If the latest Yeddy episode exposes the shabby calculations at work in Modi’s New India, consider how the Uttarakhand drama a few weeks ago brought home the utter political incompetence of the so-called Chanakyas.
A tiny state got saddled with three chief ministers within a space of six months. The failure to anticipate that a foisted chief minister would have to get elected to the state assembly is the kind of blunder even the Rahul Gandhi-led Congress Party would not make. Just because the New Delhi-based media serenades them as master strategists does not necessarily make the Modi-Shah clique any smarter or wiser set of politicos.
And, once again, do consider the central leadership’s surrender in Uttar Pradesh. A man who had never had any kind of administrative experience was given the chief ministerial baton; he expectedly failed – and failed spectacularly – when the first real crisis, the COVID-19 pandemic, made its exacting demands on his administration.
The world watched in horror as the largest state became the epicentre of administrative apathy and political callousness. Uttar Pradesh deserves a break from the bumbling helmsman. Yet the much-feared Modi-Shah team cannot bring about a change of leadership in Lucknow. The good yogi has got of the measure of the fearsome duo. Not only that, the prime minister has been forced to sing hymns in praise of the blundering Yogi regime.
From Shillong to Dehradun and Bengaluru to Lucknow, the cumulative evidence reminds us once again of how inherently over-rated the Shahenshah and Shah arrangement is. There is a certain inevitability about these deficiencies and delinquencies.
The ancient lesson of statecraft holds that while it is possible for a cabal to manage to capture power, it requires a different toolkit of competence, skills, wisdom and intellectual integrity to retain it, not to speak of using the intricacies of power to a better collective good. That touch of mastery naturally eludes the mediocre operatives and their “master strokes”.
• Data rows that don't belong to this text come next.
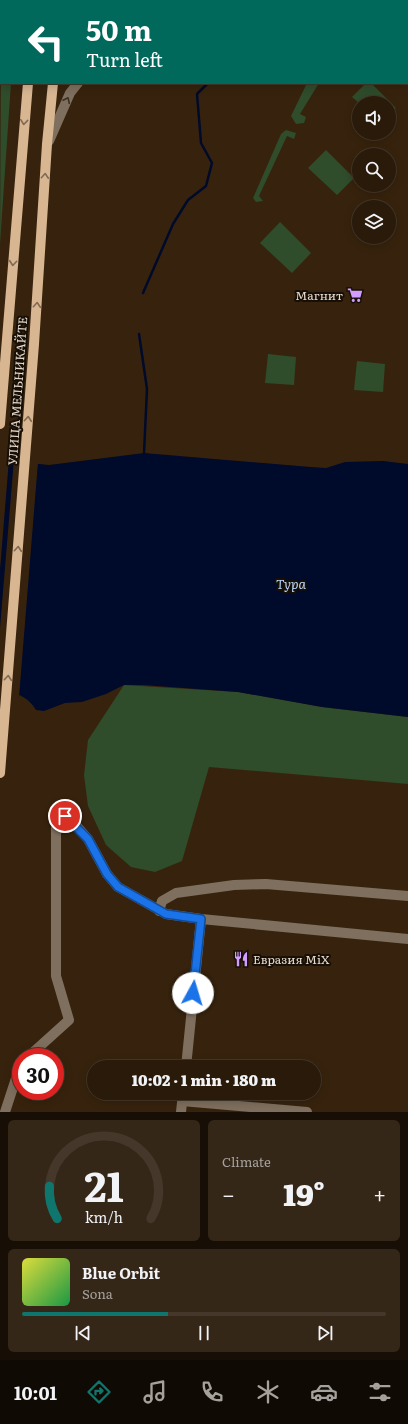 <!DOCTYPE html>
<meta charset="utf-8">
<style>
:root{--surface:#291a0a;--page:#352718;--text:#f1f3f6;--muted:#a5a19c;--line:#45382b;--accent:#0f766e}
body{margin:0;font-family:Literata,serif;background:var(--page);color:var(--text);height:100vh;display:flex;flex-direction:column;font-size:15px;white-space:nowrap}
*{box-sizing:border-box;margin:0}
p{font-size:13px;color:var(--muted)}
.icon{flex:none;width:22px;height:22px;fill:none;stroke:currentColor;stroke-width:2;stroke-linecap:round;stroke-linejoin:round}
.map{position:relative;height:1112px;overflow:hidden}
.drawer{display:flex;flex-direction:column;gap:8px;padding:8px;background:#170e06;flex:1}
.drawer>*{flex:none}
.top-card{position:absolute;left:0px;top:0px;width:408px;height:84px;box-shadow:0 2px 10px #0003,0 0 0 1px var(--line);background:#00695c;color:#fff;overflow:hidden}
.tools{position:absolute;left:352px;top:96px;display:grid;gap:8px}
.tools a{display:grid;place-items:center;width:44px;height:44px;border-radius:50%;background:var(--surface);box-shadow:0 2px 10px #0003,0 0 0 1px var(--line);font-size:20px}
.speed{position:absolute;left:12px;top:1048px;display:flex;gap:8px;font-size:20px;font-weight:700;text-align:center}
.speed>*{display:grid;place-content:center;width:52px;height:52px;border-radius:50%;background:var(--surface);box-shadow:0 2px 10px #0003,0 0 0 1px var(--line);line-height:1}
.speed .limit{border:6px solid #d22;background:#fff;color:#111}
.pin{position:absolute;display:grid;place-items:center;width:34px;height:34px;color:#fff;margin:-17px;border:2px solid #fff;border-radius:50%;box-shadow:0 1px 4px #0007}
.me{position:absolute;width:44px;margin:-22px;rotate:6deg;stroke-linejoin:round;filter:drop-shadow(0 0 3px #0008)}
.turn{display:flex;align-items:center;gap:14px;height:84px;padding:0 20px;font-size:18px}
.turn .icon{width:52px;height:52px;stroke-width:2.5}
.turn b{display:block;font-size:28px;line-height:34px}
.big{font-size:30px;font-weight:800;line-height:1.1}
.drawer .tile{flex:1;display:flex;flex-direction:column;justify-content:center;gap:6px;min-width:0;padding:0 14px;border-radius:6px;background:var(--page)}
.drawer .dial{align-items:center;gap:0}
.dial svg{height:104px;overflow:visible;fill:none;stroke:var(--line);stroke-width:7;stroke-linecap:round;text-anchor:middle}
.dial text{fill:var(--text);stroke:none}
.song{display:flex;align-items:center;gap:12px}
.cover{width:48px;height:48px;border-radius:6px;background:linear-gradient(135deg,hsl(60 70% 55%),hsl(140 70% 35%))}
.played{height:4px;border-radius:2px;background:linear-gradient(90deg,var(--accent) 40%,var(--line) 40%)}
.keys{display:flex;justify-content:space-around;direction:ltr}
.heat{display:flex;justify-content:space-between;align-items:center;font-size:22px;direction:ltr}
.drawer .tiles{flex:1;display:grid;gap:8px;grid-template-columns:1fr 1fr}
.tile:last-child{grid-column:span 2}
.trip{position:absolute;left:87px;top:1060px;width:234px;height:40px;border-radius:20px;background:var(--surface);box-shadow:0 2px 10px #0003,0 0 0 1px var(--line);font-weight:800;line-height:40px;text-align:center}
.dock{display:flex;height:64px;justify-content:space-around;align-items:center;background:#100a04;color:var(--muted)}
.dock .icon{width:28px;height:28px}
.dock .current{color:var(--accent)}
.dock b{font-size:18px;color:var(--text)}
.map>svg:first-child{display:block}
</style>
<div class="map">
<svg width="408" height="1112" viewBox="0 0 408 1112">
<rect width="100%" height="100%" fill="#37230d"/>
<!-- green -->
<path fill="#2f4c2b" d="M1 55V83H11L0 244Z
M307 83H319L300 114 306 117 304 123 296 124 291 116Z
M366 83H371L396 108 389 115V103H359L352 97Z
M286 130 296 133 294 139 287 136 259 196 263 201 256 202 253 198 281 134Z
M326 150 354 178 337 195 308 168Z
M280 222 311 253 292 273 260 243Z
M268 354 296 357 294 385 265 383Z
M357 361 385 364 383 392 354 390Z
M124 685 238 692 322 707 408 717V784L209 767 182 861 155 872 131 867 106 845 88 806 84 775 88 740Z"/>
<!-- water -->
<path fill="#000a2a" d="M144 453 311 467 326 468 345 462 383 461 408 464V717L322 707 238 692 143 685H124L106 694 82 702 65 703 44 711 36 710C28 696 15 691 0 694V460L49 465Z"/>
<!-- pier -->
<path fill="#37230d" d="M0 458 9 459 0 570Z
M14 459 38 462 19 697 11 694 0 696V628Z"/>
<g fill="none" stroke-linecap="round" stroke-linejoin="round">
<!-- stream -->
<path stroke="#000a2a" stroke-width="2.5" d="M290 1V0
M143 293 173 224 188 200 206 186 212 163 201 143 197 94 208 83
M139 334 147 389 144 453"/>
<!-- minor -->
<path stroke="#7f6f5e" stroke-width="10" d="M172 1 173 0
M49 141 70 93 78 83
M56 810 73 822 88 839 107 874 118 887 166 914 201 919 408 939
M159 911 162 901 176 893 234 885 266 884 408 896
M28 1057 69 1020 56 976V810
M186 1067 201 919
M182 1101 307 1112
M5 1112 21 1063
M181 1112 183 1093"/>
<!-- major -->
<path stroke="#d8b692" stroke-width="10" d="M31 1V0
M39 1V0
M64 1V0
M0 424 28 83
M0 773 34 344 47 144 53 83"/>
</g>
<!-- one-way arrows -->
<defs><path id="oneway-chevron" d="M-2-3.5L2.5 0L-2 3.5" fill="none" stroke-width="1.6" stroke-linecap="round" stroke-linejoin="round"/></defs>
<use stroke="#3b3125" href="#oneway-chevron" transform="translate(67 100) rotate(-64)"/>
<g stroke="#816b53">
<use href="#oneway-chevron" transform="translate(24 122) rotate(96)"/>
<use href="#oneway-chevron" transform="translate(45 176) rotate(-86)"/>
<use href="#oneway-chevron" transform="translate(13 263) rotate(95)"/>
<use href="#oneway-chevron" transform="translate(37 305) rotate(-86)"/>
<use href="#oneway-chevron" transform="translate(28 419) rotate(-85)"/>
<use href="#oneway-chevron" transform="translate(18 549) rotate(-85)"/>
<use href="#oneway-chevron" transform="translate(8 678) rotate(-85)"/>
</g>
<g fill="none" stroke-linecap="round" stroke-linejoin="round">
<!-- route casing -->
<g stroke="#114b97" stroke-width="10">
<path id="route" d="M65 816 88 839 107 874 118 887 166 914 201 919 193 993"/>
</g>
<!-- route -->
<use href="#route" stroke="#1a73e8" stroke-width="7"/>
</g>
<!-- icons -->
<defs>
<g id="supermarket-bare" transform="scale(1.2)"><path d="M-6-5.5h2.5l.6 2H6L4.5 2H-2.5L-4.4-4H-6ZM-1.5 3.2a1.3 1.3 0 1 0 .1 0ZM3 3.2a1.3 1.3 0 1 0 .1 0Z" fill="#d19dfe" stroke="#170f06" stroke-width="2.5" paint-order="stroke"/></g>
<g id="restaurant-bare" transform="scale(1.2)"><path d="M-5-6h1v4h1v-4h1v4h1v-4h1v5L-1.5 .5V6h-2V.5L-5-1ZM5-6V6H3V1.5H1.5Q1.5-4 5-6Z" fill="#d19dfe" stroke="#170f06" stroke-width="2.5" paint-order="stroke"/></g>
</defs>
<g fill-rule="evenodd">
<use href="#supermarket-bare" x="355" y="295"/>
<use href="#restaurant-bare" x="241" y="959"/>
</g>
<g text-anchor="middle" dominant-baseline="central" stroke-width="4" stroke-linejoin="round" paint-order="stroke">
<!-- poi labels -->
<g font-size="12" fill="#e8dbce" stroke="#170f06" text-anchor="end">
<text x="343" y="295">Магнит</text>
<text x="253" y="959" text-anchor="start">Евразия MiX</text>
</g>
<!-- street labels -->
<g font-size="12" fill="#e8dbce" stroke="#170f06">
<text transform="translate(17 391) rotate(-86)">УЛИЦА МЕЛЬНИКАЙТЕ</text>
</g>
<!-- water labels -->
<g font-size="13" font-style="italic" fill="#bad7fd" stroke="#170f06">
<text x="291" y="583">Тура</text>
</g>
</g>
</svg>
<div class="tools">
<a><svg class="icon" aria-label="sound" viewBox="0 0 24 24"><path d="M4 9h4l5-4v14l-5-4H4zM17 9q2 3 0 6"/></svg></a>
<a><svg class="icon" aria-label="search" viewBox="0 0 24 24"><circle cx="10" cy="10" r="6"/><path d="M15 15l6 6"/></svg></a>
<a><svg class="icon" aria-label="layers" viewBox="0 0 24 24"><path d="M12 4l9 5-9 5-9-5zM3 14l9 5 9-5"/></svg></a>
</div>
<div class="speed"><div class="limit">30</div></div>
<div class="pin" style="left:65px;top:816px;background:#d93025"><svg class="icon" aria-label="arrive" viewBox="0 0 24 24"><path d="M6 21V4h12l-3 4 3 4H6"/></svg></div>
<svg class="me" style="left:193px;top:993px" viewBox="-20 -20 40 40"><circle r="19" fill="#fff"/><path d="M0-13L10 11 0 6-10 11z" fill="#1a73e8"/></svg>
<div class="trip">10:02 · 1 min · 180 m</div>
<div class="top-card">
<div class="turn"><svg class="icon" aria-label="left" viewBox="0 0 24 24"><path d="M17 20v-9H6M10 6l-5 5 5 5"/></svg><div><b>50 m</b>Turn left</div></div>
</div>
</div>
<section class="drawer">
<div class="tiles">
<div class="tile dial"><svg viewBox="0 0 100 80">
<path d="M14 69A42 42 0 1 1 86 69"/>
<path d="M14 69A42 42 0 0 1 8 44" stroke="#0f766e"/>
<text x="50" y="56" font-size="32" font-weight="700">21</text>
<text x="50" y="72" font-size="11">km/h</text>
</svg></div>
<div class="tile"><p>Climate</p>
<div class="heat"><a>−</a><b class="big">19°</b><a>+</a></div>
</div>
<div class="tile">
<div class="song"><i class="cover"></i><div><b>Blue Orbit</b><p>Sona</p></div></div>
<div class="played"></div>
<div class="keys"><svg class="icon" aria-label="previous" viewBox="0 0 24 24"><path d="M18 5L8 12l10 7zM5 5v14"/></svg><svg class="icon" aria-label="pause" viewBox="0 0 24 24"><path d="M8 5v14M16 5v14"/></svg><svg class="icon" aria-label="next" viewBox="0 0 24 24"><path d="M6 5l10 7-10 7zM19 5v14"/></svg></div>
</div>
</div>
</section>
<nav class="dock">
<b>10:01</b>
<svg class="icon current" aria-label="directions" viewBox="0 0 24 24"><path d="M12 3l9 9-9 9-9-9zM9 14v-3h6M13 9l2 2-2 2"/></svg>
<svg class="icon" aria-label="music" viewBox="0 0 24 24"><path d="M9 18V5l10-2v13"/><circle cx="6" cy="18" r="3"/><circle cx="16" cy="16" r="3"/></svg>
<svg class="icon" aria-label="phone" viewBox="0 0 24 24"><path d="M5 4h4l2 5-3 2q2 4 5 5l2-3 5 2v4C11 20 4 13 5 4z"/></svg>
<svg class="icon" aria-label="climate" viewBox="0 0 24 24"><path d="M12 3v18M4 7l16 10M4 17L20 7"/></svg>
<svg class="icon" aria-label="car" viewBox="0 0 24 24"><path d="M5 17H2v-5l4-1 3-4h7l3 4 3 1v5h-3M9 17h6M6 11h13"/><circle cx="7" cy="17" r="2"/><circle cx="17" cy="17" r="2"/></svg>
<svg class="icon" aria-label="filters" viewBox="0 0 24 24"><path d="M4 7h16M4 17h16"/><circle cx="9" cy="7" r="2"/><circle cx="15" cy="17" r="2"/></svg>
</nav>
Equally natural is that our faltering rulers should have fallen for a familiar temptation: When overwhelmed by the constraints of formal democratic processes, outsource political initiative and imagination to the police and intelligence department.
When politicians in power start losing ground and start getting away from the ground realities, they begin falling for the policeman’s “intelligence” inputs. And, the policeman is very good at creating an alternative reality, convenient to the politician in power. It takes wisdom to resist the allure of the policeman’s toys like Pegasus – and, such wisdom is anathema to the clever cabal from Gandhinagar.
It is a regime that takes pride in thinking ‘outside the box’; it has a weakness for ‘dramatic’ action, it believes in controlling the political narrative by manufacturing events. From its apprenticeship days in Gandhinagar, this crowd has had a fascination for unorthodox policemen and their unconventional – and often unlawful – repertoire of tricks and treats.
It is this orientation alone that can explain the appointment of a controversial officer as the new police commissioner in Delhi, just three days before he was to retire. It is possible to suggest that the new commissioner more or less dictated his own appointment.
Rakesh Asthana is privy to valuable information. This was presumably the reason he ended up on a surveillance list. And this is presumably the reason he has ended up where he has – despite venting his anger against Modi for not giving him the top job at the CBI.
Once a regime becomes infatuated with “outside the box” methodology, it cannot easily extricate itself from the embrace of unorthodox operatives. It is a game the politician cannot play without mortgaging his or her constitutional credibility and political creativity. The Modi crowd is now irreversibly sucked in the quagmire of official illegalities. The Pegasus syndrome is here to stay.